To begin, we recommend using virtualenv
to run a self-contained setup:
$ virtualenv ./ubicoustics -p python3.6
$ source ubicoustics/bin/activate
Once virtualenv
is activated, install the following dependencies via pip
:
(ubicoustics)$ git clone https://github.com/FIGLAB/ubicoustics.git
(ubicoustics)$ pip install numpy==1.14.1 tensorflow==1.5.0 keras==2.1.6 wget
Finally, install pyaudio
for microphone access:
(ubicoustics)$ pip install --global-option='build_ext' --global-option='-I/opt/local/include' --global-option='-L/opt/local/lib' pyaudio
Keep in mind that pyaudio
will require portaudio
and libasound
as non-python dependencies. You'll have to install those separately for your OS.
IMPORTANT:
When you install pyaudio
via pip, you need to manually specify the lib
and include
directories via the --global-option
flag. The example above assumes portaudio
is installed under /opt/local/include
and /opt/local/lib
.
Once the dependencies above are installed, try these four demos. It requires our pre-trained model that is not part of this repo (due to filesize restrictions), but we provide a downloader script to simplify this process.
This simple demo reads an audio file, extracts features, and feeds them into the ML model for offline prediction. Once you've installed all dependencies, run example_fileprediction_simple.py
:
(ubicoustics)$ python example_fileprediction_simple.py
The script will automatically download a model file called example_model.hdf5
into the /models
directory (if it doesn't exist). It's an 865.8MB file, so the download might take a while depending on your Internet connection. The script above will perform audio event detection on example.wav
.
=====
Checking model...
=====
Downloading example_model.hdf5 [867MB]:
100% [.......................................]

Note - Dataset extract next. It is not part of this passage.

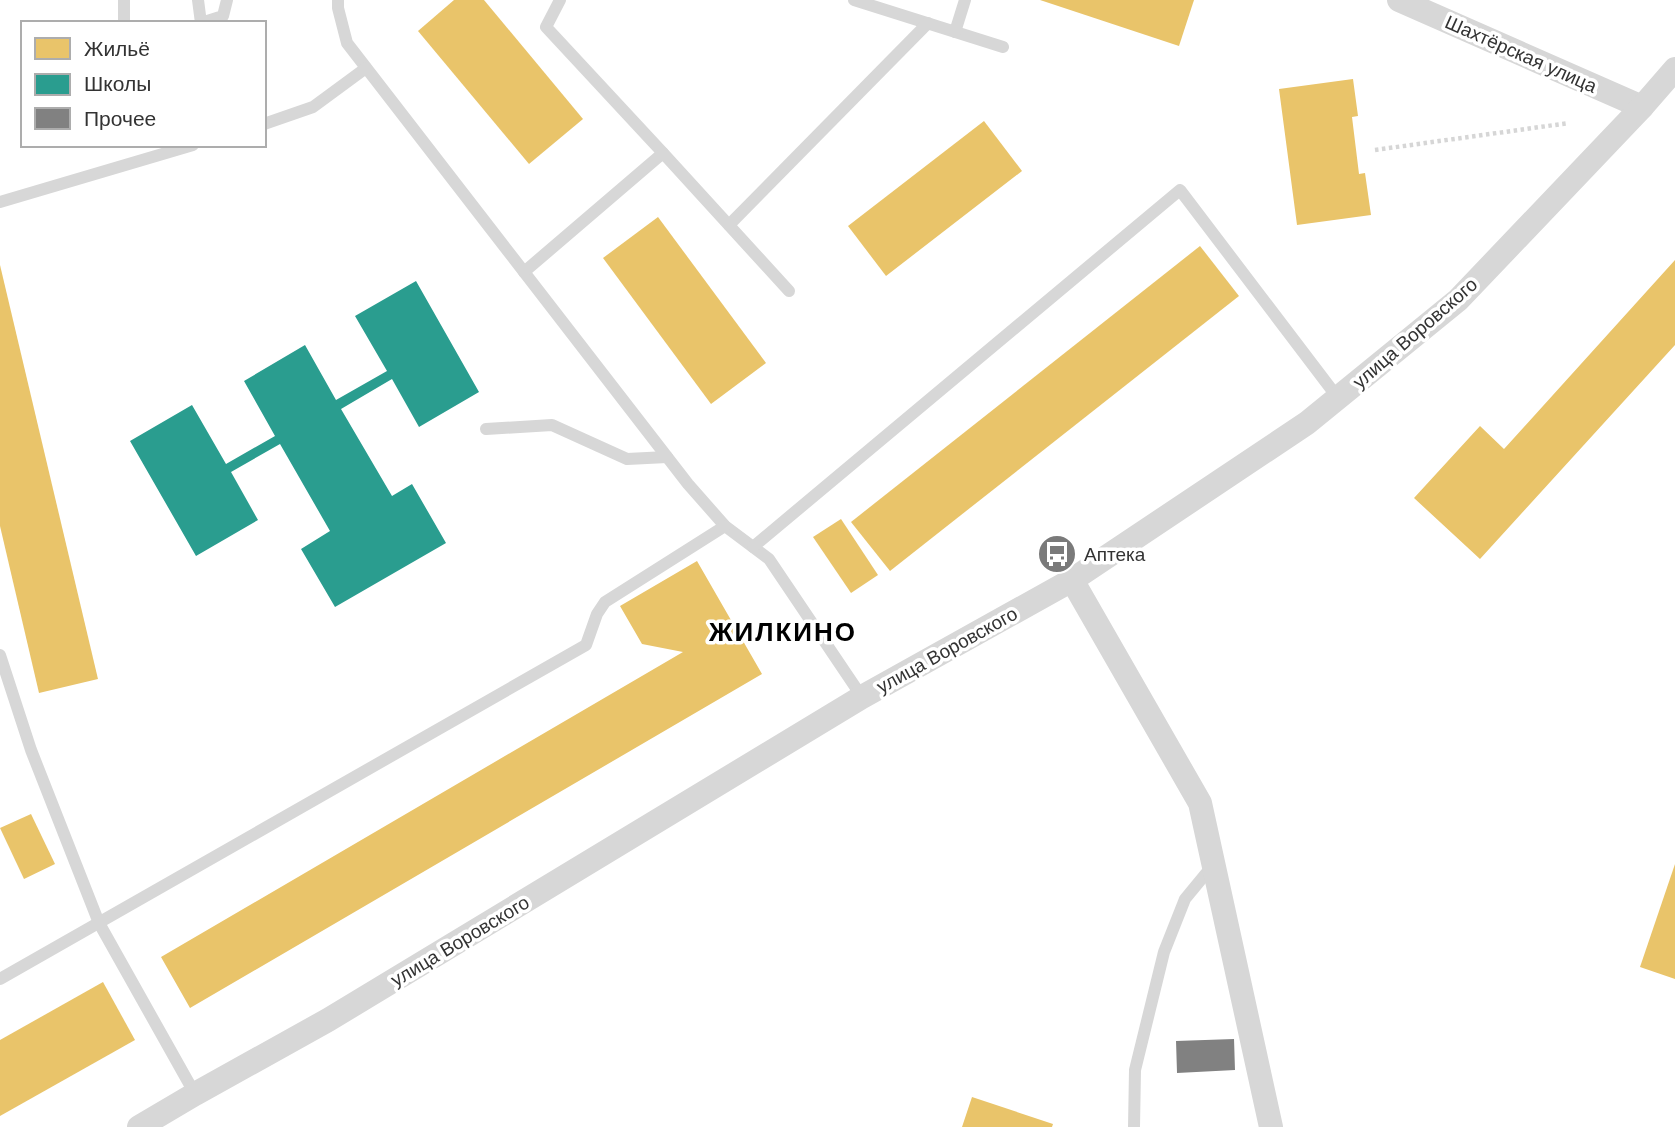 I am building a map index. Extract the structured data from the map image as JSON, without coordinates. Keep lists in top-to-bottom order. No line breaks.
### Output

Prediction: Coughing (1.00)
Prediction: Coughing (1.00)
Prediction: Coughing (1.00)
Prediction: Coughing (1.00)
Prediction: Coughing (1.00)
Prediction: Toilet Flushing (1.00)
Prediction: Toilet Flushing (1.00)
Prediction: Toilet Flushing (1.00)
Prediction: Water Running (1.00)
Prediction: Water Running (1.00)
Prediction: Water Running (1.00)
Prediction: Water Running (1.00)
Prediction: Water Running (1.00)
Prediction: Water Running (1.00)
Prediction: Water Running (1.00)
Prediction: Water Running (1.00)
Prediction: Knocking (1.00)
Prediction: Knocking (0.99)
Prediction: Knocking (0.91)
Next, you can run the demo that plays back an audio file via example_fileprediction_playback.py
:
(ubicoustics)$ python example_fileprediction_playback.py
It's similar to the previous example, but it uses pyaudio
's non-blocking mechanism to process audio buffers at a given sample length. We insert ubicoustics
predictions within that block:
# Audio FORMAT
FORMAT = pyaudio.paInt16
CHANNELS = 1
RATE = 16000
CHUNK = RATE
# Input files
wf = wave.open('example.wav', 'rb')
# Callback
def audio_samples(input, frame_count, time_info, status_flags):
in_data = wf.readframes(frame_count)
# Audio Processing Code here
# ...
return (in_data, pyaudio.paContinue)
# Non-Blocking Call
p = pyaudio.PyAudio()
stream = p.open(format=FORMAT, channels=CHANNELS, rate=RATE, output=True, frames_per_buffer=CHUNK, stream_callback=audio_samples)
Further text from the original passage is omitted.